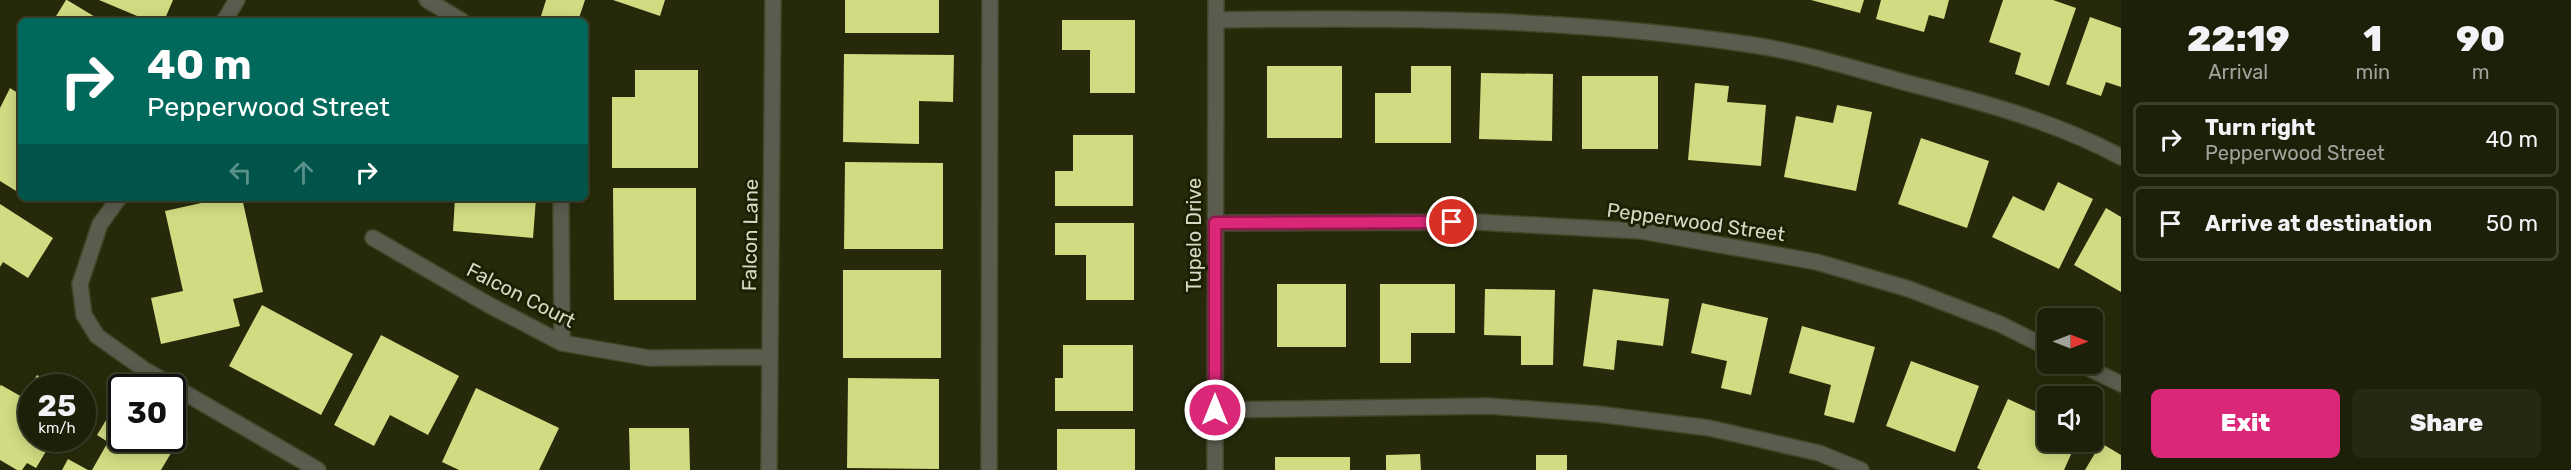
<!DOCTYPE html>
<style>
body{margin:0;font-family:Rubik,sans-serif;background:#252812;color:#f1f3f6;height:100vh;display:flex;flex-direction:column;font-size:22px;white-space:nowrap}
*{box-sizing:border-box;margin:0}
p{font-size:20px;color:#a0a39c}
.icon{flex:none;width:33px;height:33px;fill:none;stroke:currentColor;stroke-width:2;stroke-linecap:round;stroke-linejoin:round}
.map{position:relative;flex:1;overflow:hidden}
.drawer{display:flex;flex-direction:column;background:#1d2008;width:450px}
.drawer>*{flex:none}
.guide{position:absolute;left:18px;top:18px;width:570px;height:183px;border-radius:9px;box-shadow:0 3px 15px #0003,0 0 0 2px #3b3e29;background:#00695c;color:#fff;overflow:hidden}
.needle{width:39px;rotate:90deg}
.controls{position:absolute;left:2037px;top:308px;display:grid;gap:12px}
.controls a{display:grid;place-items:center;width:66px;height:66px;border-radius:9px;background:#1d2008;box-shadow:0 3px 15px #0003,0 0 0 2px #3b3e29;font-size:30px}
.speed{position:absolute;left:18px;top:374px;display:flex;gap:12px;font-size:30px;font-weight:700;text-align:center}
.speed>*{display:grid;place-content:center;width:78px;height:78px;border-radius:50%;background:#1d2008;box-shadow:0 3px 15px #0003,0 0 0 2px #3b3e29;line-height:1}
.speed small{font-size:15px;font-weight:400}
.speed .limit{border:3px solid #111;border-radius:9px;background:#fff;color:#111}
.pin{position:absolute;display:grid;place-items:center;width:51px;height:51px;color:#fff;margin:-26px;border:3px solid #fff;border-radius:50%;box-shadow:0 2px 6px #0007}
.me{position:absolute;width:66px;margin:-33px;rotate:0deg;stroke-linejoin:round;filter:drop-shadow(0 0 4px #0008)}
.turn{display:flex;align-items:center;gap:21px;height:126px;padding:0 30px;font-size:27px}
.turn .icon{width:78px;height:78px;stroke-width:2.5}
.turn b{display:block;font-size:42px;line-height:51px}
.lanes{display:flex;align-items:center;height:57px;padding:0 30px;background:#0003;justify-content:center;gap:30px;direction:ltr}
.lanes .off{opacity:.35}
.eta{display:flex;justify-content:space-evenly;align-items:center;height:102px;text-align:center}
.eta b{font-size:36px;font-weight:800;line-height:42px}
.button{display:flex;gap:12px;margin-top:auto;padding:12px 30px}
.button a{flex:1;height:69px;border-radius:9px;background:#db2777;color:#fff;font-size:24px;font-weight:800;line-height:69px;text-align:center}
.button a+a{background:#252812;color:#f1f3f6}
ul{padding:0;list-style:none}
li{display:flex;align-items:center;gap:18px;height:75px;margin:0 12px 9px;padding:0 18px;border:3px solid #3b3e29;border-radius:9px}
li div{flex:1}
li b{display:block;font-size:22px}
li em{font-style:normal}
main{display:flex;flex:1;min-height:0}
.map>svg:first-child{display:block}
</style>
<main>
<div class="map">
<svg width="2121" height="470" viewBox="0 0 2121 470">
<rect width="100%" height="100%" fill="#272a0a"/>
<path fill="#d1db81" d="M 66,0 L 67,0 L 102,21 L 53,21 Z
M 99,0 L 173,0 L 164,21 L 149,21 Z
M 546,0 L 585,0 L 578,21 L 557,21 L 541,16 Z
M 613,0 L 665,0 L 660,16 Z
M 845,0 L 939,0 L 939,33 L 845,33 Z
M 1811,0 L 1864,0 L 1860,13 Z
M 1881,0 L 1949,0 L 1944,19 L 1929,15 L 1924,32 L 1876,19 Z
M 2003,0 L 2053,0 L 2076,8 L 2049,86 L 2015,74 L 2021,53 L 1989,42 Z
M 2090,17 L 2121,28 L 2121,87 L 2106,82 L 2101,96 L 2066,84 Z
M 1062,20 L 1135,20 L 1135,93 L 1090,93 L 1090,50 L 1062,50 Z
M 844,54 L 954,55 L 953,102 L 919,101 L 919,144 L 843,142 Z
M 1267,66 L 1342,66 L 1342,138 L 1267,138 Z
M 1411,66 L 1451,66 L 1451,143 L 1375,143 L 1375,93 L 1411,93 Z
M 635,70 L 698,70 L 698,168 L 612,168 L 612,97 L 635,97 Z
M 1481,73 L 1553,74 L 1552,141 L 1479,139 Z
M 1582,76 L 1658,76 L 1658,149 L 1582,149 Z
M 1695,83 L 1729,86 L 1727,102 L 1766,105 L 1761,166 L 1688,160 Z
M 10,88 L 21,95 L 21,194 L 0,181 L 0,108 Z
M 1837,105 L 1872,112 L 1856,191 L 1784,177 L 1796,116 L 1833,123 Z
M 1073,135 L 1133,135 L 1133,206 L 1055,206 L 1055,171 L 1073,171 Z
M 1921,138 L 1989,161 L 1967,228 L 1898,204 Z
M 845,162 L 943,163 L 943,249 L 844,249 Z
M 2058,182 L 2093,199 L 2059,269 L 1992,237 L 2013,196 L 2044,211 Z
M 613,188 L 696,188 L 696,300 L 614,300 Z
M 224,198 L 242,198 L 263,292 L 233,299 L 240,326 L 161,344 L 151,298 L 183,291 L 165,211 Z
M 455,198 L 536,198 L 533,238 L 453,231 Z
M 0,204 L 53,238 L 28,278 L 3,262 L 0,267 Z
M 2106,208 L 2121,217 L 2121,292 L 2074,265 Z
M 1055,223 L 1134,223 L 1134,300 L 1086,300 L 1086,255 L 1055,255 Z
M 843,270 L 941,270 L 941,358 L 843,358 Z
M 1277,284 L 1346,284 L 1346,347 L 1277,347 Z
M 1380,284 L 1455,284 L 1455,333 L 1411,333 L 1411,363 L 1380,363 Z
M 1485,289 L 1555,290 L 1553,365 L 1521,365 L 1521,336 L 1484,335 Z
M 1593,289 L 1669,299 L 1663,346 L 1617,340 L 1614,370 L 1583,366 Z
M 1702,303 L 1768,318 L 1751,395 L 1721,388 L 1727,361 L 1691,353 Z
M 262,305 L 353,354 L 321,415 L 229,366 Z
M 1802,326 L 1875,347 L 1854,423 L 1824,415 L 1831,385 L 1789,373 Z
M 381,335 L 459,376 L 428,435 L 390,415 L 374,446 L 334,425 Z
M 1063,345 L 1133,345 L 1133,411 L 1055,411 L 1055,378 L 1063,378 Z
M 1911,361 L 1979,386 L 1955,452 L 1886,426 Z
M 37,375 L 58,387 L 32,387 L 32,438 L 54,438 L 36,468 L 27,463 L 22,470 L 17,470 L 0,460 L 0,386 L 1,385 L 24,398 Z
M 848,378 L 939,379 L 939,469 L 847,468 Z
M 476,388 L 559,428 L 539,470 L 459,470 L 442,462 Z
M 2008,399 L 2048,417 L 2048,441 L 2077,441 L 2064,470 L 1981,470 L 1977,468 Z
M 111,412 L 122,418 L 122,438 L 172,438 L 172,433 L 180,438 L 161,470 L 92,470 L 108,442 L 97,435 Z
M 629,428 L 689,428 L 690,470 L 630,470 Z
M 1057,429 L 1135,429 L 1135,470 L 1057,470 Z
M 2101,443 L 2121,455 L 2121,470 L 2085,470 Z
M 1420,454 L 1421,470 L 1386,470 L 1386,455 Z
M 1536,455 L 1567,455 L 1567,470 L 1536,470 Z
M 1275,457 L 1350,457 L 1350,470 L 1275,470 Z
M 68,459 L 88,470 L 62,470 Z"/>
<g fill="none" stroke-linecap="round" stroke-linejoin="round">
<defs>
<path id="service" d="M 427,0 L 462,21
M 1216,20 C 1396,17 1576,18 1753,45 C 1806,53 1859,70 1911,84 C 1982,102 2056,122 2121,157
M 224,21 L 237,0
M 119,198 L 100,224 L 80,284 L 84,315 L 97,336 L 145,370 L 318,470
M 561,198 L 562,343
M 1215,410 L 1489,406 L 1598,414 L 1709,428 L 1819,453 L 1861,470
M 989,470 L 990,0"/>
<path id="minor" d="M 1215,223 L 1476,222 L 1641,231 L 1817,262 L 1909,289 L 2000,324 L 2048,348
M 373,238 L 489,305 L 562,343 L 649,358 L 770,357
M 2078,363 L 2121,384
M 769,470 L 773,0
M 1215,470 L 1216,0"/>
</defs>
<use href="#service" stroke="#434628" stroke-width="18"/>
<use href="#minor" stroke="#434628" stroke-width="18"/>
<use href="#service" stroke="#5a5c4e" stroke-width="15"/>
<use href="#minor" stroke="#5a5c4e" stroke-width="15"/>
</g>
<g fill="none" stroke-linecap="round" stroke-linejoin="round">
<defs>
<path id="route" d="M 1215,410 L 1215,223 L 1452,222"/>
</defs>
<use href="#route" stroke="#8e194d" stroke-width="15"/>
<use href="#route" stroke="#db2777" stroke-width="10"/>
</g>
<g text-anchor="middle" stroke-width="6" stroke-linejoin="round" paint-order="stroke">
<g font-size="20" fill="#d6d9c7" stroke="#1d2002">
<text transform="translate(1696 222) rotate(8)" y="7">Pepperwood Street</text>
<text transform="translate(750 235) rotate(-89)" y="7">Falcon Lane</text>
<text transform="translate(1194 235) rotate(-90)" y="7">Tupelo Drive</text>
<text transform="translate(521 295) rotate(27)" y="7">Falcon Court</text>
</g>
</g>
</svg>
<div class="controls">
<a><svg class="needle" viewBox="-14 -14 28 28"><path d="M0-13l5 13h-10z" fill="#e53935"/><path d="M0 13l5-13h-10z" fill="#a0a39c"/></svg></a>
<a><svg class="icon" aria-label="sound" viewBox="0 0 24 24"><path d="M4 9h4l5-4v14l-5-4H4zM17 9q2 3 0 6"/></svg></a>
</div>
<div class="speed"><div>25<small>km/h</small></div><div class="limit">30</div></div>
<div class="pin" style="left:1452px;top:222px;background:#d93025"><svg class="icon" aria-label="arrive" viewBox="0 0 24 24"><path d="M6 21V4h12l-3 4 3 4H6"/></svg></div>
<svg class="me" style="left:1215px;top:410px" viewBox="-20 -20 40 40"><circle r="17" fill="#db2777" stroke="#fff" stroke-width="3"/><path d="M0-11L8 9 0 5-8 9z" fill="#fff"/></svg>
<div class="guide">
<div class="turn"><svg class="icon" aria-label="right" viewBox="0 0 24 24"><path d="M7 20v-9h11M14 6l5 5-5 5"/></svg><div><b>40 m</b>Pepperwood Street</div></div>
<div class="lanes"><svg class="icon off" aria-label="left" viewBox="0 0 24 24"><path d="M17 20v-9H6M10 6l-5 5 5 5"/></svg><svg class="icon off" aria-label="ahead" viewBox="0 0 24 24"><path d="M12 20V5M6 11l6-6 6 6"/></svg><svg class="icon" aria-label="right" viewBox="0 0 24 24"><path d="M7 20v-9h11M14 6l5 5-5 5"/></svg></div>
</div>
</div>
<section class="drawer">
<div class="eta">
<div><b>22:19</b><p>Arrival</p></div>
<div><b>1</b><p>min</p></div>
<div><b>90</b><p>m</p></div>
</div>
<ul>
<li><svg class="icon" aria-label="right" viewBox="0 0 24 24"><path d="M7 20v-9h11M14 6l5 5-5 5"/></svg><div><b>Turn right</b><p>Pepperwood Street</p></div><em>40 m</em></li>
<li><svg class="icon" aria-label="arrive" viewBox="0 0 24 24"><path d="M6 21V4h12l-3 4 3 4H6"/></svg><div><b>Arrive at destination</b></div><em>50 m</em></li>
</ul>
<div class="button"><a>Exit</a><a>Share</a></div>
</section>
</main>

==

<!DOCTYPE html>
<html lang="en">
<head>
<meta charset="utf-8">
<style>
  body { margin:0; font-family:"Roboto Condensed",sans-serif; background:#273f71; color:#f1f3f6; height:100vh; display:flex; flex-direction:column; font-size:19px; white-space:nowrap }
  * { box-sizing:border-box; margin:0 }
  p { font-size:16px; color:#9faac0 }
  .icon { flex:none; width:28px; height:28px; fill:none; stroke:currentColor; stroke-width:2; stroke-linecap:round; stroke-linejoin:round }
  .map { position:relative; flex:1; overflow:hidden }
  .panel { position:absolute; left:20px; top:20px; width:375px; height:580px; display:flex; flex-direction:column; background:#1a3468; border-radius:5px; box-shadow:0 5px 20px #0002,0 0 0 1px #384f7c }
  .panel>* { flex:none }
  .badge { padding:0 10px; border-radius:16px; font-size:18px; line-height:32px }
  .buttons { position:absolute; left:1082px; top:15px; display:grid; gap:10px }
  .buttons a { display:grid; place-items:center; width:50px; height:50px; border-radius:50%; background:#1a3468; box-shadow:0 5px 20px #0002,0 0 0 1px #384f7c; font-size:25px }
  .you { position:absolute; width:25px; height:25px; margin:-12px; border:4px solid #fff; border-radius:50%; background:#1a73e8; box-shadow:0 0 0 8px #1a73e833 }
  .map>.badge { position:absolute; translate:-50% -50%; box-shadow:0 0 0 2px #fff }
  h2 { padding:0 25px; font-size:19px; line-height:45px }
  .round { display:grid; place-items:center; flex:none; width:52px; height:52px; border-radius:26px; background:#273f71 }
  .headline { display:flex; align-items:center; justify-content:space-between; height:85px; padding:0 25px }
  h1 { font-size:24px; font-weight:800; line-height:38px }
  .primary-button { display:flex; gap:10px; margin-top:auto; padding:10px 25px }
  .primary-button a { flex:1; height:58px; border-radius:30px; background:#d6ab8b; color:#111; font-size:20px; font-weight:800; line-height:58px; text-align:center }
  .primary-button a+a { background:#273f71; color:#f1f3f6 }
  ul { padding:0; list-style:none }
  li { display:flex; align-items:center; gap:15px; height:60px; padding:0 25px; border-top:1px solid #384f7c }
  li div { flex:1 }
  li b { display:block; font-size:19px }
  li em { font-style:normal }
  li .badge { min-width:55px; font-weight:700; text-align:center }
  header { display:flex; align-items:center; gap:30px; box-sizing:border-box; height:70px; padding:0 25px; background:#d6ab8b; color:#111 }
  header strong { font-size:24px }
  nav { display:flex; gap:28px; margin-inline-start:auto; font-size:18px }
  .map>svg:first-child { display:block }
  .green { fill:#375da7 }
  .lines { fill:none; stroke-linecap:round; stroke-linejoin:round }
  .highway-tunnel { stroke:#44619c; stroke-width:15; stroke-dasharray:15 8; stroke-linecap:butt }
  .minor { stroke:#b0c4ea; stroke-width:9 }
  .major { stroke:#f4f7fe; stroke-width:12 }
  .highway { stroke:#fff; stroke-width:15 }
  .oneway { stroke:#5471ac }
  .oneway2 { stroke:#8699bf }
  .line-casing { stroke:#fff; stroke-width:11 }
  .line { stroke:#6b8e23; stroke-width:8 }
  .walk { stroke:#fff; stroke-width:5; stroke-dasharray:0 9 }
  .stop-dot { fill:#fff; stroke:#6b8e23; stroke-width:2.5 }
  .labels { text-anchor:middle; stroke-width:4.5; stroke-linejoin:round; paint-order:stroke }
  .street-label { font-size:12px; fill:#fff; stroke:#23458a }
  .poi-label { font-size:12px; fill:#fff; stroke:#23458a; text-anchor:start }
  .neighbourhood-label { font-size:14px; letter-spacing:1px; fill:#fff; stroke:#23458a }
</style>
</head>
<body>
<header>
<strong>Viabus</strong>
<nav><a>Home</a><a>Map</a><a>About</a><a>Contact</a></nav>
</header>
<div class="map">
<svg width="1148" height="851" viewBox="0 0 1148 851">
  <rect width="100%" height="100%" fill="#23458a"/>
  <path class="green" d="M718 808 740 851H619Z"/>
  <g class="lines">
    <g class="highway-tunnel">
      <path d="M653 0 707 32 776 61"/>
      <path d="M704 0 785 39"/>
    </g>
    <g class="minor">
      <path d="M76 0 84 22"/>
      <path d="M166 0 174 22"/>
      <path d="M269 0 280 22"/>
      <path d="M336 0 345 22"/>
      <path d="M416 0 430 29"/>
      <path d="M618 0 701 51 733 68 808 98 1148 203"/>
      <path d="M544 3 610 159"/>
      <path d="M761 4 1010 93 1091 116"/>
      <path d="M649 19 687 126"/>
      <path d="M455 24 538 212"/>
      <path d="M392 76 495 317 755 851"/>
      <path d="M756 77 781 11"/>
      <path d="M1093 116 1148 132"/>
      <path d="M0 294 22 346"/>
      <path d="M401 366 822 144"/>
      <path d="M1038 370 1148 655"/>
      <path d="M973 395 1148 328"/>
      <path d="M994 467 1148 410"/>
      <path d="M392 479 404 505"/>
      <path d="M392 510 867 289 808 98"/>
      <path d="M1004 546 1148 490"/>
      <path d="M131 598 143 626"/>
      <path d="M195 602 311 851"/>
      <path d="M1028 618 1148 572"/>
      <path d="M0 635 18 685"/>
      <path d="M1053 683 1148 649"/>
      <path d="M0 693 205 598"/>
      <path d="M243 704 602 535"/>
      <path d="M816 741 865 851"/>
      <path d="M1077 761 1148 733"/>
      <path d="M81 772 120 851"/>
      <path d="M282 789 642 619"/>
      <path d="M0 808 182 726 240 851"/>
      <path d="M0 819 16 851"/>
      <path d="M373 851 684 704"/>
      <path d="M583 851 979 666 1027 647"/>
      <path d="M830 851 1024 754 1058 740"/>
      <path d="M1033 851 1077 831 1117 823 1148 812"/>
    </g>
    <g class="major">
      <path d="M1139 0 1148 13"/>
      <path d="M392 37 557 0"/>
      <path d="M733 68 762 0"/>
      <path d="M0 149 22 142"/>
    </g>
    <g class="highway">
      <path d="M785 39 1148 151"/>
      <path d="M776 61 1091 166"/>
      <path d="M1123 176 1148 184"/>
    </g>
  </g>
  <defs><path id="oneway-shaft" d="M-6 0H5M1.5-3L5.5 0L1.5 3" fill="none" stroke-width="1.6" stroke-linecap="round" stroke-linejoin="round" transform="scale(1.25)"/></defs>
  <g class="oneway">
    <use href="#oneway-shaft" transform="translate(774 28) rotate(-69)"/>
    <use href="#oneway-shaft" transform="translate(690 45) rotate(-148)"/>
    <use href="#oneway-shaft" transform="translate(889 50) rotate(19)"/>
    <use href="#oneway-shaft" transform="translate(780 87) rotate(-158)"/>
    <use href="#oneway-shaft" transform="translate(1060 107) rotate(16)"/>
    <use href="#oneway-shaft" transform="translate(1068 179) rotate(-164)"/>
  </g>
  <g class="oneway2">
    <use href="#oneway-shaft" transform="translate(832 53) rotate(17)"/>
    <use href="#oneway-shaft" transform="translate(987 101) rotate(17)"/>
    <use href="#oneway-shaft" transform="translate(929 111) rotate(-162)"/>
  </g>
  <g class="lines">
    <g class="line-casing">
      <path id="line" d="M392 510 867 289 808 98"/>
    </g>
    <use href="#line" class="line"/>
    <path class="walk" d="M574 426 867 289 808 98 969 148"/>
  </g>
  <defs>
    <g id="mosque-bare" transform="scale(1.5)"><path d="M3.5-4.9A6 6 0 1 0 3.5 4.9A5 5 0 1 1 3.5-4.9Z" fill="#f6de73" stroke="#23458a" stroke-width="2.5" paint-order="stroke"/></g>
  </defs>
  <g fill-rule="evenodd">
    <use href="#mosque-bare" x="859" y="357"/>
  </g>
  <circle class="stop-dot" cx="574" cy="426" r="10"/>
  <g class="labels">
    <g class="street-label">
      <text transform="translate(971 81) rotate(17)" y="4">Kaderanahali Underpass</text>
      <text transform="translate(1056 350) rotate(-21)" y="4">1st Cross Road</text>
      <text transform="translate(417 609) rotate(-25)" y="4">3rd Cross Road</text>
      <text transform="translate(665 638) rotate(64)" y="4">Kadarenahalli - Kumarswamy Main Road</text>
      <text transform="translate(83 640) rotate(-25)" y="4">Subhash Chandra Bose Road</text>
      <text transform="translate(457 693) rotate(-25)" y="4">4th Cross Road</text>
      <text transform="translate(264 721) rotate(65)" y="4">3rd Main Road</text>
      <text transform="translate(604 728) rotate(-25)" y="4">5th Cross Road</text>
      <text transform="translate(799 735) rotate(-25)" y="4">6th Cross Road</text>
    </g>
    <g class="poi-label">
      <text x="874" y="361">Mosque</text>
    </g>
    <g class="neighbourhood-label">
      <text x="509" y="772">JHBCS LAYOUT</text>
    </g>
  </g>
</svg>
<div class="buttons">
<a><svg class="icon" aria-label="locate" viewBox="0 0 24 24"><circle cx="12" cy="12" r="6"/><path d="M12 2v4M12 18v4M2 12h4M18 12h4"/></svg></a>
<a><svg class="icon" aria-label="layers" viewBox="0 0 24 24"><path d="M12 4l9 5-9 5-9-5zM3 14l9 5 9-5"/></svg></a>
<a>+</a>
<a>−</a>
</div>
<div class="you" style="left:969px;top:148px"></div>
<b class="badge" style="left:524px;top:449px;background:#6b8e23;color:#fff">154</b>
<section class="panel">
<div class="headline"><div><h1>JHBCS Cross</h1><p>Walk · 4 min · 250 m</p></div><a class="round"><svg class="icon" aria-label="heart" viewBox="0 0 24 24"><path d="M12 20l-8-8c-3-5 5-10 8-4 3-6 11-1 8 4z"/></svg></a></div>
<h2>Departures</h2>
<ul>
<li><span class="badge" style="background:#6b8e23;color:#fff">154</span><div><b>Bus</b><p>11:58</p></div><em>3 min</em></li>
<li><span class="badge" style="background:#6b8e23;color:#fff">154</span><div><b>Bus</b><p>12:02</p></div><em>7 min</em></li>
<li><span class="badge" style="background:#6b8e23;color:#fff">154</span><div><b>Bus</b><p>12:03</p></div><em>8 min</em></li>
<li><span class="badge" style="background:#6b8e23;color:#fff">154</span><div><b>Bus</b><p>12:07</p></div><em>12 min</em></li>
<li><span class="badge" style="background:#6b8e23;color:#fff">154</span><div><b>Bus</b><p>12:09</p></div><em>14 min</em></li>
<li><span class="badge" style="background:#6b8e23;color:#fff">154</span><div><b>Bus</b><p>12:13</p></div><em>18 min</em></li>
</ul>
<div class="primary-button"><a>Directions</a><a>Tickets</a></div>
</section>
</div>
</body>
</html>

- _Task to complete_
Return each full line of the entries that contains the word "solid".

- _Answer to the exercise_
.speed .limit{border:3px solid #111;border-radius:9px;background:#fff;color:#111}
.pin{position:absolute;display:grid;place-items:center;width:51px;height:51px;color:#fff;margin:-26px;border:3px solid #fff;border-radius:50%;box-shadow:0 2px 6px #0007}
li{display:flex;align-items:center;gap:18px;height:75px;margin:0 12px 9px;padding:0 18px;border:3px solid #3b3e29;border-radius:9px}
  .you { position:absolute; width:25px; height:25px; margin:-12px; border:4px solid #fff; border-radius:50%; background:#1a73e8; box-shadow:0 0 0 8px #1a73e833 }
  li { display:flex; align-items:center; gap:15px; height:60px; padding:0 25px; border-top:1px solid #384f7c }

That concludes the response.